Con più invecchia l’auto meno è il costo della tassa

“L’addizionale è ridotta dopo cinque, dieci e quindici anni dalla data di costruzione del veicolo, rispettivamente, al 60, al 30 e al 15 per cento (cioè, rispettivamente, a 12, a 6 e a 3 euro/kW) e non è più dovuta decorsi venti anni dalla data di costruzione”. L’Agenzia delle entrate, viste le difficoltà nell’interpretare la disciplina, precisa innanzitutto che la costruzione, salvo prova contraria, coincide con la data di immatricolazione. Sostanzialmente, a meno che non si disponga di un documento che comprovi la fabbricazione del mezzo in data antecedente, fa sempre fede la data di prima immatricolazione, anche all’estero, riportata sulla carta di circolazione.

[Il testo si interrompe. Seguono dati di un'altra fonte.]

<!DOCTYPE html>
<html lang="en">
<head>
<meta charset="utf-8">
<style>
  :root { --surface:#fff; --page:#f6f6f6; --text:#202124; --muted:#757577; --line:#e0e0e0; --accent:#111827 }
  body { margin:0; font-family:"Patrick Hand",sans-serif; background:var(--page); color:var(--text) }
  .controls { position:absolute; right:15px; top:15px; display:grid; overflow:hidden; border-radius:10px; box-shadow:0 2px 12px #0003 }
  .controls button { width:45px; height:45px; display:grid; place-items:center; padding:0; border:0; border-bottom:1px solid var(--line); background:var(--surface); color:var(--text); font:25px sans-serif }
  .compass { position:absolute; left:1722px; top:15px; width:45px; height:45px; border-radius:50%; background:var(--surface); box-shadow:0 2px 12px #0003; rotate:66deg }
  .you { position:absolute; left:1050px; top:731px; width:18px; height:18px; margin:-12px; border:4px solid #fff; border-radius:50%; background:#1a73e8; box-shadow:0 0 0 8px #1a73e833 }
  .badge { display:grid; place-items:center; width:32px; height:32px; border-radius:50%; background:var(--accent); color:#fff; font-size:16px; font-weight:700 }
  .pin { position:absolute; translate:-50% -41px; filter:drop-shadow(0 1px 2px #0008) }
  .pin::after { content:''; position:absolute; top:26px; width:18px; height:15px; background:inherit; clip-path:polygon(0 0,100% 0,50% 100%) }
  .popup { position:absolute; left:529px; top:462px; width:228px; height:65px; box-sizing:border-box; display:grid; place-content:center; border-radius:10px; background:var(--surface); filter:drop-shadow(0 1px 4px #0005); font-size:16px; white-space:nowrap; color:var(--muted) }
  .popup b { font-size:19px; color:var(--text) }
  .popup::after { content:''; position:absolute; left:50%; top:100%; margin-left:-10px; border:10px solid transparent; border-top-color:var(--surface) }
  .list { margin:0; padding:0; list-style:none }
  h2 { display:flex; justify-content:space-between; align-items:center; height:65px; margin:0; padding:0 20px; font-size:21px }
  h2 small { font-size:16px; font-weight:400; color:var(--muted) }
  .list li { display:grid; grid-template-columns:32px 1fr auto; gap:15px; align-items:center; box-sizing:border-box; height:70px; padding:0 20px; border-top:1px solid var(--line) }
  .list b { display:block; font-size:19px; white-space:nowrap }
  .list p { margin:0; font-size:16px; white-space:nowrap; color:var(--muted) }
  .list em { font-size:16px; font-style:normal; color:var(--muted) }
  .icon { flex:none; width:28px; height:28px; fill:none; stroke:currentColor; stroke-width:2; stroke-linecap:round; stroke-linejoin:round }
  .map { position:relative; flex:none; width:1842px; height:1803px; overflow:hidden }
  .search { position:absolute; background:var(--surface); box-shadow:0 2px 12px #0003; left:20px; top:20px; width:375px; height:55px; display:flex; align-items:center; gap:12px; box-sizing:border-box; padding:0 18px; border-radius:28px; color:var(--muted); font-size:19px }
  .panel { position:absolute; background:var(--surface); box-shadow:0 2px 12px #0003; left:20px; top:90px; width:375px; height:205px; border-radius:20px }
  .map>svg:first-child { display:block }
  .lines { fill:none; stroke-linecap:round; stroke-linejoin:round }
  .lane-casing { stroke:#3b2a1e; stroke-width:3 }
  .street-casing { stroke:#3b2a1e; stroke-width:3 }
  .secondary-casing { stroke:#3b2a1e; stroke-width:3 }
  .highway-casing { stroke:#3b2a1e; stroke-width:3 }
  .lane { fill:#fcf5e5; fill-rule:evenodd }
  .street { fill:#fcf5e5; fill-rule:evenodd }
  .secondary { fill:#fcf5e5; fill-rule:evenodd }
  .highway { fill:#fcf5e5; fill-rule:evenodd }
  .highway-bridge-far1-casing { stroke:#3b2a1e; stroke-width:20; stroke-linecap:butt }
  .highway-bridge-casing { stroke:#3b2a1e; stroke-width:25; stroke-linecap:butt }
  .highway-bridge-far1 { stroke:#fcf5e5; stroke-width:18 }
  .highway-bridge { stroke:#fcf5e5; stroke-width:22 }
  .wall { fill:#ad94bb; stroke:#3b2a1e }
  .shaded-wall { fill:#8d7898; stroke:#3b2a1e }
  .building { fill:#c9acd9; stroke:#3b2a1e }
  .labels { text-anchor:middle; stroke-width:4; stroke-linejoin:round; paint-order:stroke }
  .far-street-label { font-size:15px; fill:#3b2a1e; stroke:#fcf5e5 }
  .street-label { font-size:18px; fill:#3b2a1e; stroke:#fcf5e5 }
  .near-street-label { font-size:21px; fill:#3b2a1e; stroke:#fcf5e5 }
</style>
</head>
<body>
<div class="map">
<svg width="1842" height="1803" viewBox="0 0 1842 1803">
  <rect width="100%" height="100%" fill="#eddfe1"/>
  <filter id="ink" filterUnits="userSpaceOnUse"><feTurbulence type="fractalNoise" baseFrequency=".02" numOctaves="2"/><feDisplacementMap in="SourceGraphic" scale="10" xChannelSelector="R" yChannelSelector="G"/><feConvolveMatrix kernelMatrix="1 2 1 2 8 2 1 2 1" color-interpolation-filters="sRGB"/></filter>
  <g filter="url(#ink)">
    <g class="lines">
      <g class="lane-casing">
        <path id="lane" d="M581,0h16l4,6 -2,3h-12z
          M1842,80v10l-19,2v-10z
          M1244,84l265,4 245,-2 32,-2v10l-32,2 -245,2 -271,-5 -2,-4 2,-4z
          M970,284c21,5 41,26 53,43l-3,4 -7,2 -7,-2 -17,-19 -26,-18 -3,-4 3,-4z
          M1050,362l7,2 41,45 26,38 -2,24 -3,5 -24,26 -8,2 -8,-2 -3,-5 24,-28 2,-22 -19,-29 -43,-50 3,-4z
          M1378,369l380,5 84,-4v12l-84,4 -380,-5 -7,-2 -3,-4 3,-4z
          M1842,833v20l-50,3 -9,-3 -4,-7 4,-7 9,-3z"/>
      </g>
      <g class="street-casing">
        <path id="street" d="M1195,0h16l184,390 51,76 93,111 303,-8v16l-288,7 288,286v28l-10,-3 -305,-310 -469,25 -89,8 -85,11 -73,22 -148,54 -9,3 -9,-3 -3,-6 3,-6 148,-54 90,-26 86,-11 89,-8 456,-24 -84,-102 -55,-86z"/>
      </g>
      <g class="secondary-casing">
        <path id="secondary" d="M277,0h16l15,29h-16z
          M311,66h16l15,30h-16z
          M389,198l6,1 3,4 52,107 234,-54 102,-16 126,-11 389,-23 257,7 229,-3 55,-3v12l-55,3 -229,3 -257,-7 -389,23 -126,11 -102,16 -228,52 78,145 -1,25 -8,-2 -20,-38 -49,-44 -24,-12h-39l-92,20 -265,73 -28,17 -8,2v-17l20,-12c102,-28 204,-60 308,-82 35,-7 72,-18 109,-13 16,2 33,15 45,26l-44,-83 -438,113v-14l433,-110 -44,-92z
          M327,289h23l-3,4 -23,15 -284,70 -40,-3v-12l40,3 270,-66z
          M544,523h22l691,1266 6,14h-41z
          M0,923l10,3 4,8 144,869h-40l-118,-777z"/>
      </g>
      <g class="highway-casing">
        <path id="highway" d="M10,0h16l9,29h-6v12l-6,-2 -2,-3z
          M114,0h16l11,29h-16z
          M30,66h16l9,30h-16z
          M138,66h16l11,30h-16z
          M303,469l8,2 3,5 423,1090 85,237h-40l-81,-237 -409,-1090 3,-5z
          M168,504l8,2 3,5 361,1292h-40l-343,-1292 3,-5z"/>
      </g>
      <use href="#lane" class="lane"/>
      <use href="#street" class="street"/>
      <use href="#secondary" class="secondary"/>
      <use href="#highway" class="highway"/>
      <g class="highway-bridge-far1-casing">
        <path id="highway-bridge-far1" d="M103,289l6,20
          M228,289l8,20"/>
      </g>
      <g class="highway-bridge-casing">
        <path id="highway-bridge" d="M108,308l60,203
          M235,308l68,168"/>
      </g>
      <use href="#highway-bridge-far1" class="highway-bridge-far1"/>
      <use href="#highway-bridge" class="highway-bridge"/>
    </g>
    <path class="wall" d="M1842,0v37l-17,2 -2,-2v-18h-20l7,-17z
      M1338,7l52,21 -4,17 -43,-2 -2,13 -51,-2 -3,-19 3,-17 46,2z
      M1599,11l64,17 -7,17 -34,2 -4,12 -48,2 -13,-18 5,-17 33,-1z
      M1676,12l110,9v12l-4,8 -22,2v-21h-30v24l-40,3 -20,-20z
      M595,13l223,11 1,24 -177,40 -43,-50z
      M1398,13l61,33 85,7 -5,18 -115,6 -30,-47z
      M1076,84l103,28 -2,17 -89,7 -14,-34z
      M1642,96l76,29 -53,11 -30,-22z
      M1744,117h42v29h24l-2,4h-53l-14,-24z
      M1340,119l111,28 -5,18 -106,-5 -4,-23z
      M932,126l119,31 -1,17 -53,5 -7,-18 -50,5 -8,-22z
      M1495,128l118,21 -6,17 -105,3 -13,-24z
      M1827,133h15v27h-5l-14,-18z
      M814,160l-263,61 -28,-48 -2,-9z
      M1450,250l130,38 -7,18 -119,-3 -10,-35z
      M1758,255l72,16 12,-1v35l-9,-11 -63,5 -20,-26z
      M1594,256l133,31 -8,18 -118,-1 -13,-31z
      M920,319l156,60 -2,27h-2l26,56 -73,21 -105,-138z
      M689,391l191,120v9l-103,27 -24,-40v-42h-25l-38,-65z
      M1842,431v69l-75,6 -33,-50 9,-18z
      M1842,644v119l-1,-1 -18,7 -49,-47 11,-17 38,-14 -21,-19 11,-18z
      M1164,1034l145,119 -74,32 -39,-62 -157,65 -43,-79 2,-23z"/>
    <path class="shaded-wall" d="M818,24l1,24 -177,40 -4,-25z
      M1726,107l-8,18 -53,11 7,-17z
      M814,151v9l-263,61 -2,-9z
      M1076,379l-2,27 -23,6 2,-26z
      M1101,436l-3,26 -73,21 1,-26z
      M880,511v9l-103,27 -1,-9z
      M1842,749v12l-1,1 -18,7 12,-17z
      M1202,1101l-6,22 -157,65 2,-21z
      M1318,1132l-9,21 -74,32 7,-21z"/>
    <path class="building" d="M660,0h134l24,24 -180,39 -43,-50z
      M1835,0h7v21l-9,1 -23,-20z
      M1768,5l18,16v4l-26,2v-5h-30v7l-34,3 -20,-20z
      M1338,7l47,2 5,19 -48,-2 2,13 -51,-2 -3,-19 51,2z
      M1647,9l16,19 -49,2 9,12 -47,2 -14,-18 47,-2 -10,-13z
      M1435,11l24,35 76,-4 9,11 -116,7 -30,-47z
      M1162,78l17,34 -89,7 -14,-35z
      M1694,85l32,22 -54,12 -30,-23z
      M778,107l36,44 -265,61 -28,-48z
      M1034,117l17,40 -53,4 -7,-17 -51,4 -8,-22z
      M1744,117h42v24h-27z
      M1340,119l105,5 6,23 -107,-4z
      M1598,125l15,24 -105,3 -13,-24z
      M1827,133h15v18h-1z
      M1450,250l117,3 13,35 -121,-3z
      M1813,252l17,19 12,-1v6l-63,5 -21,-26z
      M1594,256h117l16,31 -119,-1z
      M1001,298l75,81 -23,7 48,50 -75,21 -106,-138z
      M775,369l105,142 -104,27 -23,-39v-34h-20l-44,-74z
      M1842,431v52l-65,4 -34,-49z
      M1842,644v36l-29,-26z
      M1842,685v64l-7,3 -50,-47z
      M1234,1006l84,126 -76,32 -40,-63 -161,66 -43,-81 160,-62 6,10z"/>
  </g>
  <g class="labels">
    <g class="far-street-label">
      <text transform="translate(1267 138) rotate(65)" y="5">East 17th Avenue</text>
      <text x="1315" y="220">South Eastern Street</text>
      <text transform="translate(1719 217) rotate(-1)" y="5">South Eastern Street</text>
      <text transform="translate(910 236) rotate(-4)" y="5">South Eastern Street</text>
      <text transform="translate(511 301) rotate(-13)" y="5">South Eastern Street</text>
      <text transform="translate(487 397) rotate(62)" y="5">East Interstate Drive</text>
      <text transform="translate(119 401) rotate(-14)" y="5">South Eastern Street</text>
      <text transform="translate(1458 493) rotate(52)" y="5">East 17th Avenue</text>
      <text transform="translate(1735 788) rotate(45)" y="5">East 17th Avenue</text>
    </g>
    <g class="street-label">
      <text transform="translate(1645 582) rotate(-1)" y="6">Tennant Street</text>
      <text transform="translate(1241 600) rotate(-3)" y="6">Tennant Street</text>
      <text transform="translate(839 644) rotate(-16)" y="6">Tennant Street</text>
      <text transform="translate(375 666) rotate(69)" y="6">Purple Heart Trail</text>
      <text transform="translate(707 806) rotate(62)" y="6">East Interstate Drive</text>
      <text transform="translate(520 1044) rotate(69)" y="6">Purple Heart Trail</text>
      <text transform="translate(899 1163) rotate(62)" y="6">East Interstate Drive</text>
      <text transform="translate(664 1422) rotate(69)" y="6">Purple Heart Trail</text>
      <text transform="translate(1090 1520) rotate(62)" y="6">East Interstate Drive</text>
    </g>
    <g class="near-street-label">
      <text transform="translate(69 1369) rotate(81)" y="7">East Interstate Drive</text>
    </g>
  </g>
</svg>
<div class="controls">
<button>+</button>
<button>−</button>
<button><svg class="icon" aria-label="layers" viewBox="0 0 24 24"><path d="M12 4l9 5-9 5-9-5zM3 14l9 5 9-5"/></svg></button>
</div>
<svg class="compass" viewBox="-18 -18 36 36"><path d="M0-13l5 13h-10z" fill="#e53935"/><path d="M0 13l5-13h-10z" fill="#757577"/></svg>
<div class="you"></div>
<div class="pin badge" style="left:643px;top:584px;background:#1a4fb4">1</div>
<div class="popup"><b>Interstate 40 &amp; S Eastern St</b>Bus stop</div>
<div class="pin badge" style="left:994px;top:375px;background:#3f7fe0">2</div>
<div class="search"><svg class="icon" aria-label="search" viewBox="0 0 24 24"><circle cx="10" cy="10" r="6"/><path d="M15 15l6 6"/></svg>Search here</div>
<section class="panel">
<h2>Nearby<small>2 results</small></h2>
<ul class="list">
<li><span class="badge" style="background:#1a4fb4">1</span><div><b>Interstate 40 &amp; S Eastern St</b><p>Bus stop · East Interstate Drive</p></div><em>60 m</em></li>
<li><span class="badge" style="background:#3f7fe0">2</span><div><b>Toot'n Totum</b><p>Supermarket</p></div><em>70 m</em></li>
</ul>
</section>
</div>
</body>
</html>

Niente sovrattasse se c’è l’esenzione al bollo ordinario

Rispetto invece alle riduzioni, esse decorrono sempre dal 1° gennaio dell’anno successivo a quello di produzione. Richiesto il cosiddetto “Modello F24 elementi identificativi”, che limita a effettuare il versamento presso istituti bancari e uffici postali. Il documento è possibile stamparlo, una volta inseriti i rispettivi dati,  già compilato dal sito www.agenziaentrate.it. La sovrattassa non è dovuta comunque nei casi in cui la vettura sia soggetta a esenzione dal bollo ordinario, un trattamento favorevole che riguarda i modelli storici, rubati, demoliti e così via.